[Start of section]

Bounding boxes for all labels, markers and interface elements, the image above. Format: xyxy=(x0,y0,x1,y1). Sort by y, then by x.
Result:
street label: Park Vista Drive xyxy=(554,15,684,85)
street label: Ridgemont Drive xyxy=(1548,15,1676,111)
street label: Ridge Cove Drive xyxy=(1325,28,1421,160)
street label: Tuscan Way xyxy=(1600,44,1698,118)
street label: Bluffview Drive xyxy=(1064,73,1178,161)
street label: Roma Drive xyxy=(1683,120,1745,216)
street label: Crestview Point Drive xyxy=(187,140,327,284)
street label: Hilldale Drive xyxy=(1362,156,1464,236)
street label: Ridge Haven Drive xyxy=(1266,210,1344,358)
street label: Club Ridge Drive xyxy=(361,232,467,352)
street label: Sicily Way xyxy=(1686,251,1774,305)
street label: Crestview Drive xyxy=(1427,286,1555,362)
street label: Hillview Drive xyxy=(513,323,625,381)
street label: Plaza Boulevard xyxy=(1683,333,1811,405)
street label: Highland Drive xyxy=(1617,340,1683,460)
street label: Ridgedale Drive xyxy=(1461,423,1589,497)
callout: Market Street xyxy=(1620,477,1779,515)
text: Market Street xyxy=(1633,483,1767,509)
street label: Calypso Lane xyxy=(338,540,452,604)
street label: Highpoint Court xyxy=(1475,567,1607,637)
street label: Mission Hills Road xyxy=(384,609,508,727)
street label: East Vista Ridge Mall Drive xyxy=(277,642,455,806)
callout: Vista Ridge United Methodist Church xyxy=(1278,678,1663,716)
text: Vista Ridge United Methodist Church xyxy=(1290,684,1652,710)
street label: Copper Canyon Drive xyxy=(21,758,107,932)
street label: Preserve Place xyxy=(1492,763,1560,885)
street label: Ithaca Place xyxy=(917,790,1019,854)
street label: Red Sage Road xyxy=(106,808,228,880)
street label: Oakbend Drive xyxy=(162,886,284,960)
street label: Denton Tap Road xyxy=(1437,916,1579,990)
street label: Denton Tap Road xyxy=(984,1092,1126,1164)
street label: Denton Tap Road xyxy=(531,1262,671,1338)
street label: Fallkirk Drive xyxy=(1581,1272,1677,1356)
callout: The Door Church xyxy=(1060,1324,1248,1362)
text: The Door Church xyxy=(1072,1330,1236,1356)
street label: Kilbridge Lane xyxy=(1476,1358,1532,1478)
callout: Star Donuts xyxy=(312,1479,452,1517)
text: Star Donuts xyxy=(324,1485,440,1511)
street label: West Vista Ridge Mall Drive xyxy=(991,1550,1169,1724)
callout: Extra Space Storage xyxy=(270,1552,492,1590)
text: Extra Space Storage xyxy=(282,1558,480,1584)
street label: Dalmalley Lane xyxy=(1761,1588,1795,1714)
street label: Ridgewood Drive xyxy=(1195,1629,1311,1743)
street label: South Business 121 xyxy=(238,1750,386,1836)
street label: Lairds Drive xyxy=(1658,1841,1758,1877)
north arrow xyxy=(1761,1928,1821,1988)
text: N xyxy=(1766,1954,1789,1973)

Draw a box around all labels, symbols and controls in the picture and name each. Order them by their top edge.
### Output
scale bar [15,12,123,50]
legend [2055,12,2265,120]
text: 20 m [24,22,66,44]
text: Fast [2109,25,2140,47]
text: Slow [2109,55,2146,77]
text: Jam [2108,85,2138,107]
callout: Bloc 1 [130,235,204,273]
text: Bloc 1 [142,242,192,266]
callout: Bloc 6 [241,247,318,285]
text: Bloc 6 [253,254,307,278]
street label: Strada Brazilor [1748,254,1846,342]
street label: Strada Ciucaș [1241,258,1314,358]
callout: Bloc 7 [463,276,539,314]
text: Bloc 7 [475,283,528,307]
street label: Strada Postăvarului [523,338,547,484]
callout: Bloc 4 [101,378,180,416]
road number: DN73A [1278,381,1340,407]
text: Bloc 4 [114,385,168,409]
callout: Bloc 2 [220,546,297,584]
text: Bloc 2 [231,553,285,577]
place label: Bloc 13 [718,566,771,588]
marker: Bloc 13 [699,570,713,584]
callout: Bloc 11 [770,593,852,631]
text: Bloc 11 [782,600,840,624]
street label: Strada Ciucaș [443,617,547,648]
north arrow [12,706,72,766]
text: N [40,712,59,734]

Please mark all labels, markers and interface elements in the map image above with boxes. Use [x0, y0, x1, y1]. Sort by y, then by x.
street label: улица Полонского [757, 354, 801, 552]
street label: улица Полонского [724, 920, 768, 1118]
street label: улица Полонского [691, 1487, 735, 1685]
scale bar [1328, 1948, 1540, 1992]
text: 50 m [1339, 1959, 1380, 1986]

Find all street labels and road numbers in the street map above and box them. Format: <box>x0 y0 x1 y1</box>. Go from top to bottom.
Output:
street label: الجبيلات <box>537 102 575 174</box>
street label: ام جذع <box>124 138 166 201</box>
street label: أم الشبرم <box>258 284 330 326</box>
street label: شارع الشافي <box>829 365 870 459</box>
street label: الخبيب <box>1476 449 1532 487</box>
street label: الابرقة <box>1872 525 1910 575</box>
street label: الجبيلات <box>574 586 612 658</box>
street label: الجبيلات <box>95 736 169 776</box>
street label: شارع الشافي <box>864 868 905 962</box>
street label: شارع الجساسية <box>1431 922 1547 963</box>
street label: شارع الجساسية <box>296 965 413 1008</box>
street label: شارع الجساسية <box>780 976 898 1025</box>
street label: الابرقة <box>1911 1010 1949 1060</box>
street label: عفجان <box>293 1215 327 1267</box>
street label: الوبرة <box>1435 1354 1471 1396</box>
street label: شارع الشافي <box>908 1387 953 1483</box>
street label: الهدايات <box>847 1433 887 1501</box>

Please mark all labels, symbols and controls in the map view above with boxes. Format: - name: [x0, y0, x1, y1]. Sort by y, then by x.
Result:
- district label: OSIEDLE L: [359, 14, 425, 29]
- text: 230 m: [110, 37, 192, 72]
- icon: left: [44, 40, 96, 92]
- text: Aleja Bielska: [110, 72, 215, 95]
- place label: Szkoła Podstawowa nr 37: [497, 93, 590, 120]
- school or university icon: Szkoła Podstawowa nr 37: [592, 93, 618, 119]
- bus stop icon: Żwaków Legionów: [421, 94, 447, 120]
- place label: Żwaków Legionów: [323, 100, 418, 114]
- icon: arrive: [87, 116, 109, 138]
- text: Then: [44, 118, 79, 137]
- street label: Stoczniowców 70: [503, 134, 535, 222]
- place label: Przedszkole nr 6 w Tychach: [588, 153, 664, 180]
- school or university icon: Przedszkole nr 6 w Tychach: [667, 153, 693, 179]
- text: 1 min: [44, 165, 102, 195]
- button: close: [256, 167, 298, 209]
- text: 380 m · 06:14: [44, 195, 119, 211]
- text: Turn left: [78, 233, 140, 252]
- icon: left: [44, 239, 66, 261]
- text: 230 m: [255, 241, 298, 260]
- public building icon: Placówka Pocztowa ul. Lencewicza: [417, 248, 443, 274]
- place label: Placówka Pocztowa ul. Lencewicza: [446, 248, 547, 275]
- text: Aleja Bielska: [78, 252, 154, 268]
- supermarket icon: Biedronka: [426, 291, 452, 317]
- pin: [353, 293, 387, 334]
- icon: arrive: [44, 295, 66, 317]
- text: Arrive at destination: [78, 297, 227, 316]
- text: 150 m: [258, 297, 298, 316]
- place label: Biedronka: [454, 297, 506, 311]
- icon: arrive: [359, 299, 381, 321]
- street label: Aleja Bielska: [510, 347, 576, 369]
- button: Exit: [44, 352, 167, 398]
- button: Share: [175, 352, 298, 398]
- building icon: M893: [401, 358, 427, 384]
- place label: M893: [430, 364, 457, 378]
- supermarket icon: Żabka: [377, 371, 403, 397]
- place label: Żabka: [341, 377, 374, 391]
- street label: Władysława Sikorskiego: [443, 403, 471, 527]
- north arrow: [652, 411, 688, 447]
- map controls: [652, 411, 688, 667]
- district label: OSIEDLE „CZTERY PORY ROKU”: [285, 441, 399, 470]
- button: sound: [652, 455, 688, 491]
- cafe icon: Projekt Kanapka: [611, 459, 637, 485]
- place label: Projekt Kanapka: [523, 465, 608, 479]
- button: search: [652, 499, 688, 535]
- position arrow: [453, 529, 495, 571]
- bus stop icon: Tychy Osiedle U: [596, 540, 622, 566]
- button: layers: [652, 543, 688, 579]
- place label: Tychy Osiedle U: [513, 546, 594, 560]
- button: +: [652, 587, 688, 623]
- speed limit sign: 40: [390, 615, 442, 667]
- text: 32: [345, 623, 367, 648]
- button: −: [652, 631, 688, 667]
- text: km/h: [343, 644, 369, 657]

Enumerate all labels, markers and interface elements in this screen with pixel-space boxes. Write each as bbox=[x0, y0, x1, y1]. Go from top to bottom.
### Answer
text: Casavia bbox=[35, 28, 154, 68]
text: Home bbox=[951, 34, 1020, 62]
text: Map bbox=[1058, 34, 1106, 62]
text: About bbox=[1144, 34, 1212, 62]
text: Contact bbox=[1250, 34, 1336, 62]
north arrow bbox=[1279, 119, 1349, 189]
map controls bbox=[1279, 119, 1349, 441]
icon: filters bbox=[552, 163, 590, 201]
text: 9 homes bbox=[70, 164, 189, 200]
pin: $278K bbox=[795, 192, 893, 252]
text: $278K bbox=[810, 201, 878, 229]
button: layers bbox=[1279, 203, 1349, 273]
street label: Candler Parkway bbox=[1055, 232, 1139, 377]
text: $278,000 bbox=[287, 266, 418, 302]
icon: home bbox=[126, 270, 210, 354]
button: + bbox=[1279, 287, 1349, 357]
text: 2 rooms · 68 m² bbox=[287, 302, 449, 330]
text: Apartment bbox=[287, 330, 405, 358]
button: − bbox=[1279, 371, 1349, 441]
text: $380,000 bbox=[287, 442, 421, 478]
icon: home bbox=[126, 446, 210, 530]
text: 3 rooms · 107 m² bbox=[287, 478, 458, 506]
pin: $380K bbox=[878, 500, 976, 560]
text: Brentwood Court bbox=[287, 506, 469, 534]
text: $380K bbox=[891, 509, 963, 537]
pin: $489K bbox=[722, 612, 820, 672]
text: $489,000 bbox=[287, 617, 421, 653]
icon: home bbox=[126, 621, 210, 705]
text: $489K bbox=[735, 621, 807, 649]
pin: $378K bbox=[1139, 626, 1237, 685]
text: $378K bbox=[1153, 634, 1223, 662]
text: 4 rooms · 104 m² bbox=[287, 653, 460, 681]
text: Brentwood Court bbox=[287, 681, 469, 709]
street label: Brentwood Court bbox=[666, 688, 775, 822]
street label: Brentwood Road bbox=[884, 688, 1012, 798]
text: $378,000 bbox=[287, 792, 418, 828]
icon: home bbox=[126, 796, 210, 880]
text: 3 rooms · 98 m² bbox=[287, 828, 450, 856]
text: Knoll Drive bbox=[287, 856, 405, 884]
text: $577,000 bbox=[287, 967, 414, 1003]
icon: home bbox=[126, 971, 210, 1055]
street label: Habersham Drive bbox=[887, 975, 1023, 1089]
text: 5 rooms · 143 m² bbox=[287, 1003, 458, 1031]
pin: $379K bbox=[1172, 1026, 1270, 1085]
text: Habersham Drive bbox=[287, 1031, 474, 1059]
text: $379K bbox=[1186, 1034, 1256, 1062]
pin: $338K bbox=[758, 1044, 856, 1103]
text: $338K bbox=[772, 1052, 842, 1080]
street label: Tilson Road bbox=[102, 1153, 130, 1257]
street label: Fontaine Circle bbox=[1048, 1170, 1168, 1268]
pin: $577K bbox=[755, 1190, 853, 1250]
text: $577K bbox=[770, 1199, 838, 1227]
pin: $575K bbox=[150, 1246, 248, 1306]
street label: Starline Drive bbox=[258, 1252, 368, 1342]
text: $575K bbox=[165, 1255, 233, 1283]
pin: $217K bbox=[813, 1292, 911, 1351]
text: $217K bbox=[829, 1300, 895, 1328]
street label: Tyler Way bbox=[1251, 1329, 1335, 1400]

[End of section]

**PROBLEM TO WORK ON**
Check every line of the material for the string "stop" and give the number of lines that have it, without anything else.

**ANSWER FOR THIS EXERCISE**
2